Only in the sense that my characters’ lives often reflect bits and pieces of my own. You’ll find my people sweating on factory lines, standing behind cash registers, and frying donuts at four a.m. I take my own experiences and embellish them to make my stories real, only better. Obviously, I’ve never traveled in time, stumbled upon an enchanted cottage, or run off to California as some of my heroines have, but a lot of their more basic experiences are based on real life experiences. Some are my experiences as I would have liked them to be, and others are simply things that delighted or surprised me. An amazing blue heron I saw by the creek, an overheard argument in the grocery store, even the grumpy old bulldog I met at the vet’s office. Everything finds its way into my stories in some form.
Do you have any advice for aspiring writers?
Learn all you can about your craft. Read voraciously. Write, write, write, and when you get rejected and when it gets hard, straighten up your crown and write some more.
Bio: Changing seasons.
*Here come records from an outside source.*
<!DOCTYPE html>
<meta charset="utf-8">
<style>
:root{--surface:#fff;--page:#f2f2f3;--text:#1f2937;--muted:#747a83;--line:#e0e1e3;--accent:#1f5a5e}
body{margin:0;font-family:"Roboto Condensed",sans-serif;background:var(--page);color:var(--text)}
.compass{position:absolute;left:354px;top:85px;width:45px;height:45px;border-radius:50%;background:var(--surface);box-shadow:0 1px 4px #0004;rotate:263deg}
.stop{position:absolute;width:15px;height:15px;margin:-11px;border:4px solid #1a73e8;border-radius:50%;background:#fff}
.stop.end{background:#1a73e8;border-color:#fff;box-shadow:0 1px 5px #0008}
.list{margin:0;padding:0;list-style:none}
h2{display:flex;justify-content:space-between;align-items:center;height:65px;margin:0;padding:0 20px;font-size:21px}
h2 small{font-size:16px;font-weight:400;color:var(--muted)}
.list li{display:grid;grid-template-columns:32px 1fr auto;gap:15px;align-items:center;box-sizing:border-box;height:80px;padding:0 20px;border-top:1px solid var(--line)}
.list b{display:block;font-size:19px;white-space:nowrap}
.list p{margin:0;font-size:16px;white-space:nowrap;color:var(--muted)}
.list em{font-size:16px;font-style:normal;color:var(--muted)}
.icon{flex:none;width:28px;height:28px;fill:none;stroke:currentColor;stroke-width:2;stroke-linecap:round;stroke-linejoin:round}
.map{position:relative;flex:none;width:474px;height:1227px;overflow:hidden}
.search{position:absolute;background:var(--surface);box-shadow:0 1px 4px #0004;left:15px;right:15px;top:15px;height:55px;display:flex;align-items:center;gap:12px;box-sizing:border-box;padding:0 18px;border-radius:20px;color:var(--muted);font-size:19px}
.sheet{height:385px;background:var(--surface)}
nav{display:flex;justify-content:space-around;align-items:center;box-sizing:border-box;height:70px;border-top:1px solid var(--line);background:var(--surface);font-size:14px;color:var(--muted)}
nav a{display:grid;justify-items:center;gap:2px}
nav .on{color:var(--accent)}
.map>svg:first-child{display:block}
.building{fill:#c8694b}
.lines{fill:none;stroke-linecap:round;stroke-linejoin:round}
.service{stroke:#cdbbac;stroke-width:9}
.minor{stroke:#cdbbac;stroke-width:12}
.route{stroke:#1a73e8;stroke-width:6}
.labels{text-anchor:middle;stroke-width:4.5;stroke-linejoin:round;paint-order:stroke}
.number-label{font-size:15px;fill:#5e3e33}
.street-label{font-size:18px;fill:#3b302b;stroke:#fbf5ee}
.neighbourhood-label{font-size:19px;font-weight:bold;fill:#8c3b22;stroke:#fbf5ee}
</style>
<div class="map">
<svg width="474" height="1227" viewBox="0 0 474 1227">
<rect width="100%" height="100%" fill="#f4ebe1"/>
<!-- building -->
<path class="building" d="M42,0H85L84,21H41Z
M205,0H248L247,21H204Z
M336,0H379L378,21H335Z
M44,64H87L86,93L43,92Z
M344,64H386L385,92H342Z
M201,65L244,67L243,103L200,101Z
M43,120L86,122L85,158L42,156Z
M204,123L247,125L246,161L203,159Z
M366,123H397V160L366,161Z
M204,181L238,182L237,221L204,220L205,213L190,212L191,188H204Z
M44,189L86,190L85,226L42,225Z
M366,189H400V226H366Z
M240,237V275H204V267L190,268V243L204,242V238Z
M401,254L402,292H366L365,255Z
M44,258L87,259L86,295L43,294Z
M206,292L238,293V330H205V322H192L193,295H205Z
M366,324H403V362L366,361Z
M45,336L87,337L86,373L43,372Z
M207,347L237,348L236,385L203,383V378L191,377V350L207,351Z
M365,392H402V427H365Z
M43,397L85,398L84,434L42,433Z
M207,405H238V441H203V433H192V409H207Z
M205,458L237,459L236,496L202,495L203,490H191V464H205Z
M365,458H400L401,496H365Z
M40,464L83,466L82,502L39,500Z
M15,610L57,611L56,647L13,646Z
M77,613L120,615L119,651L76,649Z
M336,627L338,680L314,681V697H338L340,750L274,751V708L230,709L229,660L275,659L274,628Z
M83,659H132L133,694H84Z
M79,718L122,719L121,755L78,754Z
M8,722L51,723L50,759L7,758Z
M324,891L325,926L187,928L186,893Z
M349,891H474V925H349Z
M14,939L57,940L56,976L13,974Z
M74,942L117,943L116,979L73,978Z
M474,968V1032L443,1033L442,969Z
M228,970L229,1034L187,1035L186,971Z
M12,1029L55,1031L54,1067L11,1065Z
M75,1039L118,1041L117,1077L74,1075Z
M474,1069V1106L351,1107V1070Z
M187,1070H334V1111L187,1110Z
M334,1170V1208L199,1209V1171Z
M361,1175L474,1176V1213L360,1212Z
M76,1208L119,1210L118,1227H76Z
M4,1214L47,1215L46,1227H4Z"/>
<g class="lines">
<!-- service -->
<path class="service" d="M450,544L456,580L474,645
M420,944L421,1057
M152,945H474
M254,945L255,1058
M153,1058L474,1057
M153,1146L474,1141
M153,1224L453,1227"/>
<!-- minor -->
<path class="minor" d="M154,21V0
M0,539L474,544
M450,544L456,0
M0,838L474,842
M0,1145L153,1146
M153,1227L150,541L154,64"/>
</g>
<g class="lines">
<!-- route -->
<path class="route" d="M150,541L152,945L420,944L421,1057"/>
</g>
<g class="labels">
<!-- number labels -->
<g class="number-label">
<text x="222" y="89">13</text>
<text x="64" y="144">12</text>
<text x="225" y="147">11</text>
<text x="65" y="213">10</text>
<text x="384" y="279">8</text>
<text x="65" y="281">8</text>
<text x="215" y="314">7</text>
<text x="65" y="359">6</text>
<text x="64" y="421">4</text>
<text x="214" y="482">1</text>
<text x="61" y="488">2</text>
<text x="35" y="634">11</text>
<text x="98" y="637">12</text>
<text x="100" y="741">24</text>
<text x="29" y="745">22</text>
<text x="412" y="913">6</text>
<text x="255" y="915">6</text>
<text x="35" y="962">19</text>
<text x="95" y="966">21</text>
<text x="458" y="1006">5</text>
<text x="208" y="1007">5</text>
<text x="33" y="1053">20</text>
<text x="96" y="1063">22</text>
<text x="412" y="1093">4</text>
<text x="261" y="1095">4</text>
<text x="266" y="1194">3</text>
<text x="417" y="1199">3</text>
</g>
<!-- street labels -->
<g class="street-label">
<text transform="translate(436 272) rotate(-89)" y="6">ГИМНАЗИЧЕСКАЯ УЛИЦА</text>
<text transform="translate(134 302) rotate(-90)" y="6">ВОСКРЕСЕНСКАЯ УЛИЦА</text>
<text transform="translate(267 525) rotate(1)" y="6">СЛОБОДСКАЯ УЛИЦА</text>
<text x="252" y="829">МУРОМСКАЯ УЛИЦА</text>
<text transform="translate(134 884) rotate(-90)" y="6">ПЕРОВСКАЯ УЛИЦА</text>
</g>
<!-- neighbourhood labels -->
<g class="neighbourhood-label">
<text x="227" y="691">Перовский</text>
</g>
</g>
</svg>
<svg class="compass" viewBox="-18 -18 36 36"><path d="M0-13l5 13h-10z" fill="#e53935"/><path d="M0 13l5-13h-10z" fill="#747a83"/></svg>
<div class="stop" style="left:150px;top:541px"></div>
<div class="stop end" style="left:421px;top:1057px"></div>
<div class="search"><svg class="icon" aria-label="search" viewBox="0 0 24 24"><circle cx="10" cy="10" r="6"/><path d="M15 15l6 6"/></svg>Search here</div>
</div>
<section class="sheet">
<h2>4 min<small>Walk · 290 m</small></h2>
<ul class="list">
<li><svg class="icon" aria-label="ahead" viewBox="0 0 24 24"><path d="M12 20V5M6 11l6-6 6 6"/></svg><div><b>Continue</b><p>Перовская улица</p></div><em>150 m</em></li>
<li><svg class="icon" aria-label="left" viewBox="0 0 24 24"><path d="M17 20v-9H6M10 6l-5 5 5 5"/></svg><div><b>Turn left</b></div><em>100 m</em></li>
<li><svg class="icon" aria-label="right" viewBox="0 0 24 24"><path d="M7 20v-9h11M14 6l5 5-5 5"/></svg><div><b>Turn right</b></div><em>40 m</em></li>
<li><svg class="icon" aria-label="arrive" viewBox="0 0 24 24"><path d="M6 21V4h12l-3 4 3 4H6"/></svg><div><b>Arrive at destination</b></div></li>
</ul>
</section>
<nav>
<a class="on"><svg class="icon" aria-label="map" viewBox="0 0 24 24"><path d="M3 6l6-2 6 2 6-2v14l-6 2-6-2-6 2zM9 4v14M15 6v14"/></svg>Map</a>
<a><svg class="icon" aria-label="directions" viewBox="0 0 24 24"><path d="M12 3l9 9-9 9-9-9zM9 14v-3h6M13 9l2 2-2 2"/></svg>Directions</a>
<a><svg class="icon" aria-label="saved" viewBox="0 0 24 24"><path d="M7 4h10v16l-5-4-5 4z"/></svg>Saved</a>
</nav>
Unexpected blessings. Love that lasts forever. These are a few of M. Jean Pike's favorite things. With a writing career that has spanned two decades, Jean combines an insatiable curiosity about humans and why they do what they do with a keen interest in the quirky and offbeat things in life to bring readers unforgettable tales of life, love, and the inner workings of the human heart. Her short works have been featured in "Chicken Soup for the Soul," "GRIT," the "Lutheran Digest," and others.